* [Exercise details]: Below are some entries. Copy each line in them that holds "aside".

=======

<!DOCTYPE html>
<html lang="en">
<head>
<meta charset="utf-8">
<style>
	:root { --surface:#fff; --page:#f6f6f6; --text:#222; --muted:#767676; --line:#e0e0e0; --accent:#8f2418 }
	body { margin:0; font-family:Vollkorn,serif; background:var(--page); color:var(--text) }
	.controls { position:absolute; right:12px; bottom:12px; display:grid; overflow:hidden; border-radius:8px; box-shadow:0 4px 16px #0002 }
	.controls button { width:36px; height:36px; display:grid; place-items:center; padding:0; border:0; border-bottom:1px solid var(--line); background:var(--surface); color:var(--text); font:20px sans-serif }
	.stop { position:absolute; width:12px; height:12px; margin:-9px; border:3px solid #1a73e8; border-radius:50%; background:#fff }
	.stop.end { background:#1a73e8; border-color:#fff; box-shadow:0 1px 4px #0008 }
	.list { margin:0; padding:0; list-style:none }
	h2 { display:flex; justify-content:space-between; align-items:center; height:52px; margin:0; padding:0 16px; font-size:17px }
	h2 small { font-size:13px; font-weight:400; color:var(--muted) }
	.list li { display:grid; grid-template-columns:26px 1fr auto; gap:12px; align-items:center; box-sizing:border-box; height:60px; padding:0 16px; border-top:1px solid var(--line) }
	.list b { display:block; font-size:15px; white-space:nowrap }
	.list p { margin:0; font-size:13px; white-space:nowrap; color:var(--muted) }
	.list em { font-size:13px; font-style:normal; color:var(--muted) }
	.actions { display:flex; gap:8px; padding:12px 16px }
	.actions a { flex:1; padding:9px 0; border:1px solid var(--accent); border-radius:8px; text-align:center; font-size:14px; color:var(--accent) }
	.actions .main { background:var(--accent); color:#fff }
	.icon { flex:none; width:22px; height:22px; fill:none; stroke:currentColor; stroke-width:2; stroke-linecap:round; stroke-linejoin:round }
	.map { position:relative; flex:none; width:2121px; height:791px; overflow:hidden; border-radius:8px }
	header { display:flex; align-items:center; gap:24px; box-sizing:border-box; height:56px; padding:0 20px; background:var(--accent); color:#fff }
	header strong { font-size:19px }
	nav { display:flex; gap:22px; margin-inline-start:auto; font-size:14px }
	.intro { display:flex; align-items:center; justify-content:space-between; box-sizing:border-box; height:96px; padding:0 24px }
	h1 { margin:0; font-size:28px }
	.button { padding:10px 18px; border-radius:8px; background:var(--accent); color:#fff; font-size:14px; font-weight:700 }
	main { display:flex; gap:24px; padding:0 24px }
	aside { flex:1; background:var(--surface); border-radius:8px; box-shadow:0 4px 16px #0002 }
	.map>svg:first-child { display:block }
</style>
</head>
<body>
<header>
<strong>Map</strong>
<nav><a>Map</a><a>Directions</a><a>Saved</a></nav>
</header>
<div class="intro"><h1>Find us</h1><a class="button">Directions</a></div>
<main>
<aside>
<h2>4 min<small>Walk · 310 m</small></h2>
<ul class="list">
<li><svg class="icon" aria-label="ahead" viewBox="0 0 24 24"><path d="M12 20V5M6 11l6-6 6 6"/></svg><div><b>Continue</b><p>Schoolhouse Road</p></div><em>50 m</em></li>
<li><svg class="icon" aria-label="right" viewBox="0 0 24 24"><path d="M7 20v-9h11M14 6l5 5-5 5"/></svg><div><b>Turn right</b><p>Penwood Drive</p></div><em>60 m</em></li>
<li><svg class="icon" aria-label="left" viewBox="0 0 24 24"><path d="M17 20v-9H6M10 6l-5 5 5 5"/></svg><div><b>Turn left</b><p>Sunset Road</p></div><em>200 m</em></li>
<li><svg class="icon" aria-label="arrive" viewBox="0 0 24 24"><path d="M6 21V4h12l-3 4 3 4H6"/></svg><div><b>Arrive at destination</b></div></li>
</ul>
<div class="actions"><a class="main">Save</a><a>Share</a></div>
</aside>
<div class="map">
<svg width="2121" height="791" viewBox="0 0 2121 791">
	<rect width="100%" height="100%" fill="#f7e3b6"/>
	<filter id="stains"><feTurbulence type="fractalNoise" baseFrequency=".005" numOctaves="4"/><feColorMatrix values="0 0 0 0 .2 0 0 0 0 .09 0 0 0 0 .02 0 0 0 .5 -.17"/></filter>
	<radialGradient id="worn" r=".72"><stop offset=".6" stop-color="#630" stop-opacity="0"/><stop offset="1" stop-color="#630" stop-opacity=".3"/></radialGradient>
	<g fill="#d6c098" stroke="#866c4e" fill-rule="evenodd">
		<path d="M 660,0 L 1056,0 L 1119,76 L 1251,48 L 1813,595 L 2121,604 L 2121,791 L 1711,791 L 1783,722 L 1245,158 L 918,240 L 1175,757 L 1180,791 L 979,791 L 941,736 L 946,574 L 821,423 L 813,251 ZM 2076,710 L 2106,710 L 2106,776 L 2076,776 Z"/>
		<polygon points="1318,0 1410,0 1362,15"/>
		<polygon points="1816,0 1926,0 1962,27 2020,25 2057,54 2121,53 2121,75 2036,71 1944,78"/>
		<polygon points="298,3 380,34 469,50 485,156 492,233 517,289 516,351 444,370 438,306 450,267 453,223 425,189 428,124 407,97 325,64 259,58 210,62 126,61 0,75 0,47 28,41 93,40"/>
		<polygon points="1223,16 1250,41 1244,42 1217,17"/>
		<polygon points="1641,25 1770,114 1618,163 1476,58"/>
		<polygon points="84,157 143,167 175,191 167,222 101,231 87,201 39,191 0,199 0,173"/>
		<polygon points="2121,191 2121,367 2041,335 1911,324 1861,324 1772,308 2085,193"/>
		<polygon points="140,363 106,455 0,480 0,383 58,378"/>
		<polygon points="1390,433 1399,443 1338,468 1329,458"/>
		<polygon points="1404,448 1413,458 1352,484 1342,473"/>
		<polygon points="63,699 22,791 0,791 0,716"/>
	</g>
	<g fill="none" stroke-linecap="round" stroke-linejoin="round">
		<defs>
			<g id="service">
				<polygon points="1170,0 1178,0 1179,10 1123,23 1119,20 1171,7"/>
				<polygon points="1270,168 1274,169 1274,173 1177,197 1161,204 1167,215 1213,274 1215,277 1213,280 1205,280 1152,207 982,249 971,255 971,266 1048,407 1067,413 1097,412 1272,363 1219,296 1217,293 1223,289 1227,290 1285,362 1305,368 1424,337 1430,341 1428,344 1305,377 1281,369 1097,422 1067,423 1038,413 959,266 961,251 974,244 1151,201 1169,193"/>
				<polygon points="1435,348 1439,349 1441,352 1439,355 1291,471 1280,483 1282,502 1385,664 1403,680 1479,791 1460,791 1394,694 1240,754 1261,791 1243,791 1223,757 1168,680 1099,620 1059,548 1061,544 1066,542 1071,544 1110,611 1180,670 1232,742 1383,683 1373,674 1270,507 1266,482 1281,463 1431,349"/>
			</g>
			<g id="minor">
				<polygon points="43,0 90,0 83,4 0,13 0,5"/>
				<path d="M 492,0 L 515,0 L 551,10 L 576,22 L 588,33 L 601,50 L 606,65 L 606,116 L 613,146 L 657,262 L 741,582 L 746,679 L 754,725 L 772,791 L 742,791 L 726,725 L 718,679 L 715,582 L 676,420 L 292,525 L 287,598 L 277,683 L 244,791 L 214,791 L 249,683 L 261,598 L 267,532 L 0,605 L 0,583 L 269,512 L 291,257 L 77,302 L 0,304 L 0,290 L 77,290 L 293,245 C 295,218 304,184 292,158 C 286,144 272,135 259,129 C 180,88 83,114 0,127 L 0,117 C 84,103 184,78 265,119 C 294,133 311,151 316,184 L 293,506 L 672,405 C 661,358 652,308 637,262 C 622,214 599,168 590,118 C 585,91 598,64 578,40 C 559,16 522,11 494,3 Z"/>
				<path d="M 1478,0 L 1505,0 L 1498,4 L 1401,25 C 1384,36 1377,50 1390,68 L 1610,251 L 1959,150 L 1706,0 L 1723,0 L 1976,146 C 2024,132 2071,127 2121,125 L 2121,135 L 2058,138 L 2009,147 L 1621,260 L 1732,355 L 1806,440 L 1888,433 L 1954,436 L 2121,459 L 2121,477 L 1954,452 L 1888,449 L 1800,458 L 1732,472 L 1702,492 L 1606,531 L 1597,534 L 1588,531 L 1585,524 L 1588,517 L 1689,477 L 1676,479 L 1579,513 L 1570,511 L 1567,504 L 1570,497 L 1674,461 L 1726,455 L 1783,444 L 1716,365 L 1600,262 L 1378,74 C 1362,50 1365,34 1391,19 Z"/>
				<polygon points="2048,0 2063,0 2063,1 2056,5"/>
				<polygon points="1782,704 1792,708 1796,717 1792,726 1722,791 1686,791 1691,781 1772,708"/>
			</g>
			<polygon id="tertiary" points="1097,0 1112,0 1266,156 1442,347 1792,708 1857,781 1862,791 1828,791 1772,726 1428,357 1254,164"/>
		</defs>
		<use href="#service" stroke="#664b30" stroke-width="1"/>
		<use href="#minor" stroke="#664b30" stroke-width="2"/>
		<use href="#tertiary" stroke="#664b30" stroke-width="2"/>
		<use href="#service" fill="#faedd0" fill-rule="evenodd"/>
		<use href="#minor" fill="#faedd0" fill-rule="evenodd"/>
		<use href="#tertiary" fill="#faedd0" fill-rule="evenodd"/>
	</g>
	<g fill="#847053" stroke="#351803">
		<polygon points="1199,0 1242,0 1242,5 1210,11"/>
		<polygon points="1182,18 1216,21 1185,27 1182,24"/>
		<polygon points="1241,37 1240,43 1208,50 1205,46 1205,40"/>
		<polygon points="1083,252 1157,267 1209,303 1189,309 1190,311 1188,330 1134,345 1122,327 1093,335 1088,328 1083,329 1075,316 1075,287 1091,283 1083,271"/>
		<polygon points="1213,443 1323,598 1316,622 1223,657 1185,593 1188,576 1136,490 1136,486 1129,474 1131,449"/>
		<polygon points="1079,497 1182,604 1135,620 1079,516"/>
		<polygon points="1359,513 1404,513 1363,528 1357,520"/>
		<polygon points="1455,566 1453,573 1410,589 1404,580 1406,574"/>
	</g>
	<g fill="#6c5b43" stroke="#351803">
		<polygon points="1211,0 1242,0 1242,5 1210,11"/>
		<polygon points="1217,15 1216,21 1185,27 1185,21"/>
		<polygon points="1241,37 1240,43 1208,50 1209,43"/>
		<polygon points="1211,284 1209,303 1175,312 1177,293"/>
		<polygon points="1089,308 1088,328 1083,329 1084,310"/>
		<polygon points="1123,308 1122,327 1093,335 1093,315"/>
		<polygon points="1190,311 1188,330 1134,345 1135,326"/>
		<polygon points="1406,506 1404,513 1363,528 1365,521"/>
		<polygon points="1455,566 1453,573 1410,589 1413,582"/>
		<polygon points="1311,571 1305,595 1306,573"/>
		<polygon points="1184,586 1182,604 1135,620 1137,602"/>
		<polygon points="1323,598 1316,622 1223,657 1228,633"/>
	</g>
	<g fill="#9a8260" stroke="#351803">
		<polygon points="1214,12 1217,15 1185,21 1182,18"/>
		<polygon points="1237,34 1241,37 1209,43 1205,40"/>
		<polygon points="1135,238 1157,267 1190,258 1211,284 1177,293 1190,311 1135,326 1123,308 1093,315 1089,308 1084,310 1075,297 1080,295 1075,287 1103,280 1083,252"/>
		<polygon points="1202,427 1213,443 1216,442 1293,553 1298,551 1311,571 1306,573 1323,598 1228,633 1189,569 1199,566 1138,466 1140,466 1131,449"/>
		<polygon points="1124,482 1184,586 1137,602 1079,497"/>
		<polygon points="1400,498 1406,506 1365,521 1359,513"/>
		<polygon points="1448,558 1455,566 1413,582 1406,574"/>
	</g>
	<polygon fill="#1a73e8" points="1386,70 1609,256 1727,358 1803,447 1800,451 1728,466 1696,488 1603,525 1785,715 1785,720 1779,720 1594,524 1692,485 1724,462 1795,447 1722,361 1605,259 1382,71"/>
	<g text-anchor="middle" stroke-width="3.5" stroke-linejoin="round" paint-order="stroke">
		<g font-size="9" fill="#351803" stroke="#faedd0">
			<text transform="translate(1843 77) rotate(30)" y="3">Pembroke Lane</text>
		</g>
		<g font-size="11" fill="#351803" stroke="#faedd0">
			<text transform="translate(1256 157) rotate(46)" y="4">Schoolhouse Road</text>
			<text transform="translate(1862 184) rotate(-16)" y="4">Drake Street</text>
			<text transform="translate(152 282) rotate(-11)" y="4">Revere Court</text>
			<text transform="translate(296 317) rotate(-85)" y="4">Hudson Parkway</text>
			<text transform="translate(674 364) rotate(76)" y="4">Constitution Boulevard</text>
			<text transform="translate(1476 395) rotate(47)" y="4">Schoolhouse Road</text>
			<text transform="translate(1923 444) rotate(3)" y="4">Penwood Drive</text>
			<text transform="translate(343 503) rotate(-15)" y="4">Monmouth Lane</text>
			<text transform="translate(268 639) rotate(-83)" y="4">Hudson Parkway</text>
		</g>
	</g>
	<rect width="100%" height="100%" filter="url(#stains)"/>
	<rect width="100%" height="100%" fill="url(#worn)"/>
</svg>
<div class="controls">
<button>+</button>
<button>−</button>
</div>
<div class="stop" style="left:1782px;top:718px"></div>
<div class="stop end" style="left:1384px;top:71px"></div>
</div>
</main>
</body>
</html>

=======

* [Written reply]:
	aside { flex:1; background:var(--surface); border-radius:8px; box-shadow:0 4px 16px #0002 }
<aside>
</aside>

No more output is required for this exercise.